The next time your teenager mispronounces it, feel free to correct him or her. The next time someone yells at you, “Holy shit, what do you think you’re doing?” realize that a moment of consciousness has been activated and actually start thinking about what you’re doing. It’s a moment of consciousness, a blessing.
Now, if I could only find the true meaning behind all the other expletives we use every day, I’d be a happy woman, and then again, maybe some expletives are just that, designed not to provoke any thought or consciousness and no further explanation is needed.
Everything I do – my entire purpose in this life - is about being seen … andbeing heard for who I really am.

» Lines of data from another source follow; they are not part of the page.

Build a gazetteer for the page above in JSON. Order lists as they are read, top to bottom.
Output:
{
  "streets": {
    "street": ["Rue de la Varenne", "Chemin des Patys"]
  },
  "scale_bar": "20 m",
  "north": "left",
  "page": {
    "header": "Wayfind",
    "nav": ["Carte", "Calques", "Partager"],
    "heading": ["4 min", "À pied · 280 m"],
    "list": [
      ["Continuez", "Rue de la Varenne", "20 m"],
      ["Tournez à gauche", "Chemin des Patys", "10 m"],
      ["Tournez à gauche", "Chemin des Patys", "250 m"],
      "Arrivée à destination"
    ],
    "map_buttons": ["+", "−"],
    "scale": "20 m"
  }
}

As a little girl, it was best that I was seen and not heard. No, wait. It was best that I wasn’t seen AND wasn’t heard. If you grew up when I did in the early 50’s, parental punishment was still pretty much left up to the imagination of the parent, and not a contrived taking away of an electronic communication device, like a cell phone, or a gaming device, like an X-Box or PlayStation. Back then, punishment was real. Parents got angry, and there wasn’t anything to take away (television only had about 10 channels so what would have been the point?) There wasn’t anything to take away except perhaps our self-esteem, which, as it turns out, is a lot harder to give back than any X-Box or cell phone.

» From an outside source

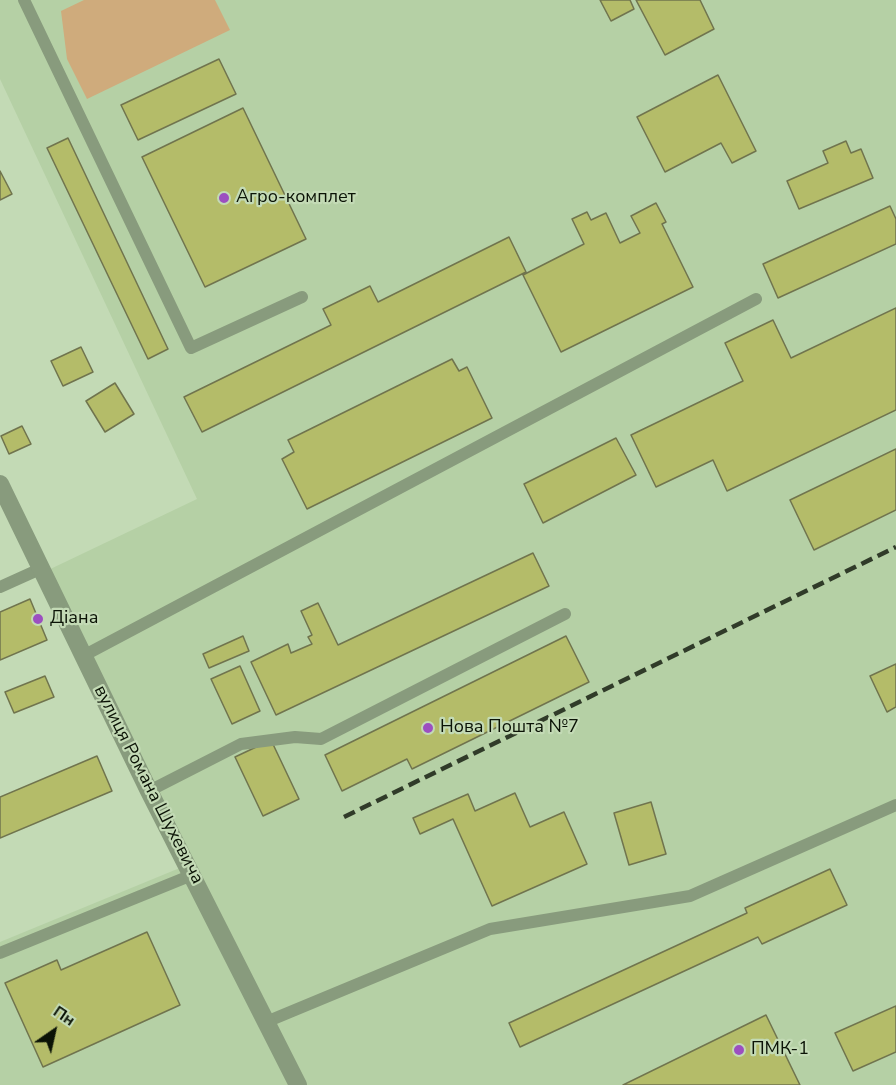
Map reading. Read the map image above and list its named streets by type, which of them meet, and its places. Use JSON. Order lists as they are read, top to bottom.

I remember being punished most often for the times that I was most like myself … not because I did horrid things … but because I was too exuberant; too loud; too excited … too afraid … and so, after a while, I stopped being most like myself. I learned to be quiet, be still, and be indifferent.

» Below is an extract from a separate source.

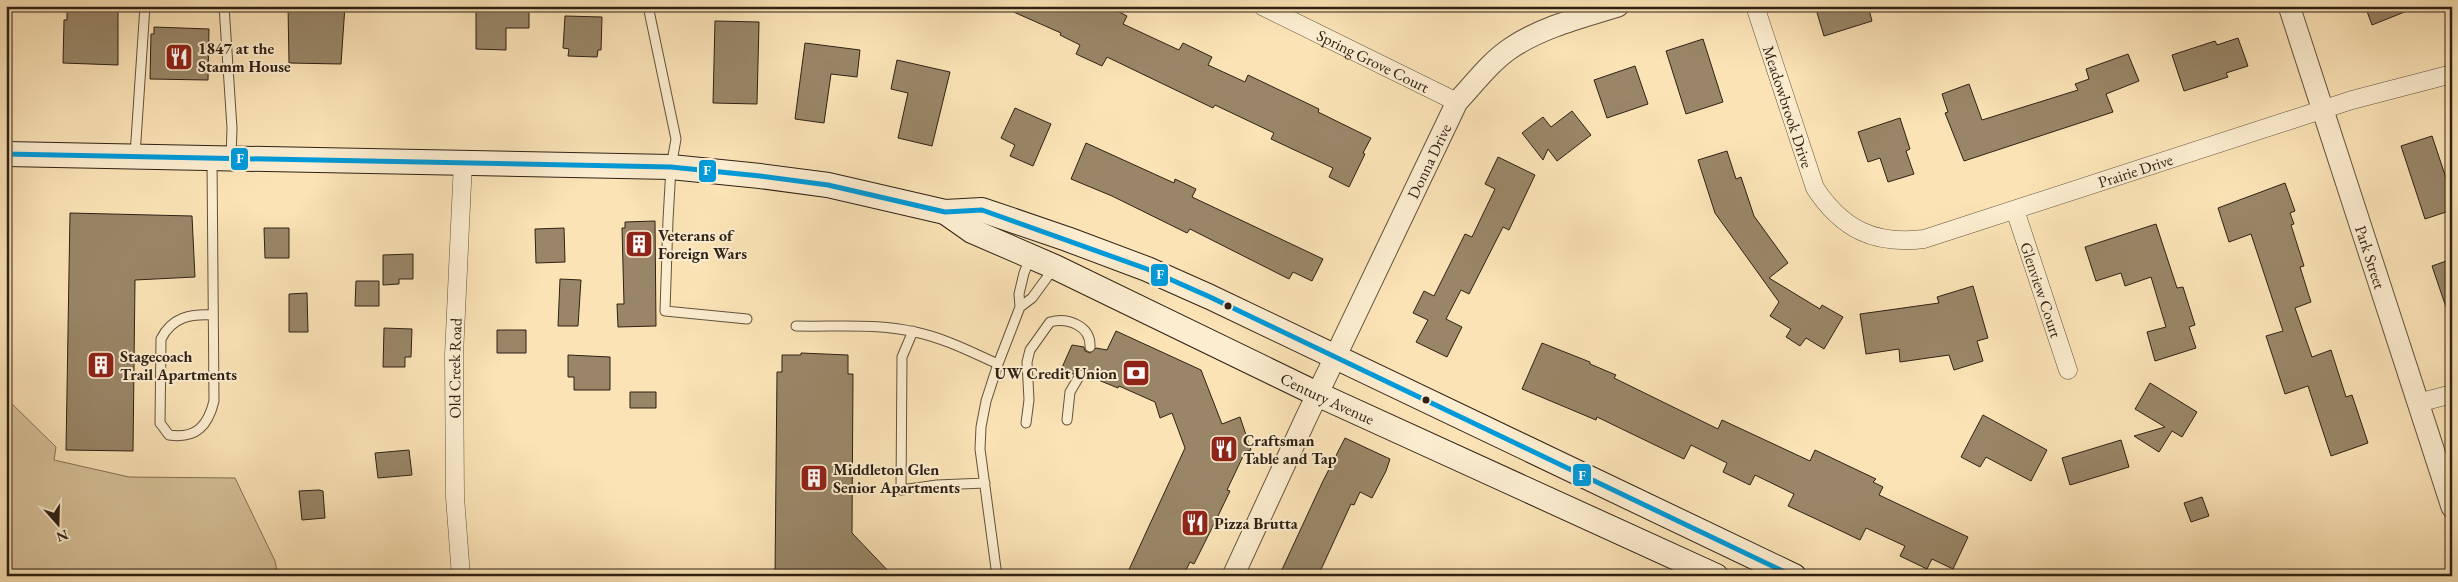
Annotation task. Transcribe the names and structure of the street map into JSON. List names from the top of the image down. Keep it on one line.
{"streets":{"main road":["Century Avenue"],"street":["Spring Grove Court","Meadowbrook Drive","Donna Drive","Prairie Drive","Park Street","Glenview Court","Old Creek Road"]},"crossings":[["Spring Grove Court","Donna Drive"],["Meadowbrook Drive","Prairie Drive"],["Donna Drive","Century Avenue"],["Prairie Drive","Park Street"],["Prairie Drive","Glenview Court"],["Old Creek Road","Century Avenue"]],"places":{"restaurant":["1847 at the Stamm House","Craftsman Table and Tap","Pizza Brutta"],"building":["Veterans of Foreign Wars","Stagecoach Trail Apartments","Middleton Glen Senior Apartments"],"bank":["UW Credit Union"]},"lines":["transit line F"],"north":"bottom"}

Did anyone else have that experience? And so, you know that what it does to our souls is force us to choose betweenbeing most like ourselves and being loved and accepted. What (No) child should have to make that choice.
As we grow older, that shell, or veneer we’ve built around ourselves starts to feel like the real deal. It grows thicker when we get to school, where the best shell wins, and my shell can beat the crap out of your shell, or my shell got invited to the prom, so you better work on yours. It begins to be you, and me,and all of us, until we can no longer differentiate between who we really are, and the veneer that we’ve built around ourselves for the sake of being loved and accepted.
One of the first awakenings that something is wrong happens when someone has the nerve to diss your veneer. Can you imagine? “Hey, I don’t like you.” And you’re thinking, “What do mean? Me? I’ve worked hard to create this person; this façade. How could you not like this image of moderation and mediocrity I’ve created?” Well, my veneer doesn’t like your veneer. So there.
Another awakening is the sheer exhaustion from the God-awful strength it takes to keep up your veneer … even when you think you’ve got it on auto-pilot, it takes a tremendous amount of energy - maybe not to keep up the veneer, as much as repress your true soul; that gleeful, eager, sometimes too loud, being; that wild, untamed child that lives within you still, despite the fact that you haven’t fed or watered him; you haven’t kissed or tickled her, or traded hugely grotesque faces in the mirror that your mother or father promised you would get stuck that way if you kept it up.
It lives and waits, despite the neglect.
Our untamed soul, our wild child soul waits for us. If you’ve ever had a dog as a pet, you know their waiting, and their welcoming: it doesn’t matter if you’ve been gone 5 minutes or 5 months. The joy just flows from their very being, and they don’t apologize for being exuberant, loud, or oh so very excited that you’ve come back to them. Sometimes, they even pee they’re so excited – right in front of you.
So waits our soul, for the sound of the car pulling into the driveway, the sound of the door knob turning. It doesn’t matter how long it’s been – it waits ready to show its joy – unashamed, knowing that its pure love is your true self – exactly as it was when you were a child, before you learned you had to choose between it and love and acceptance.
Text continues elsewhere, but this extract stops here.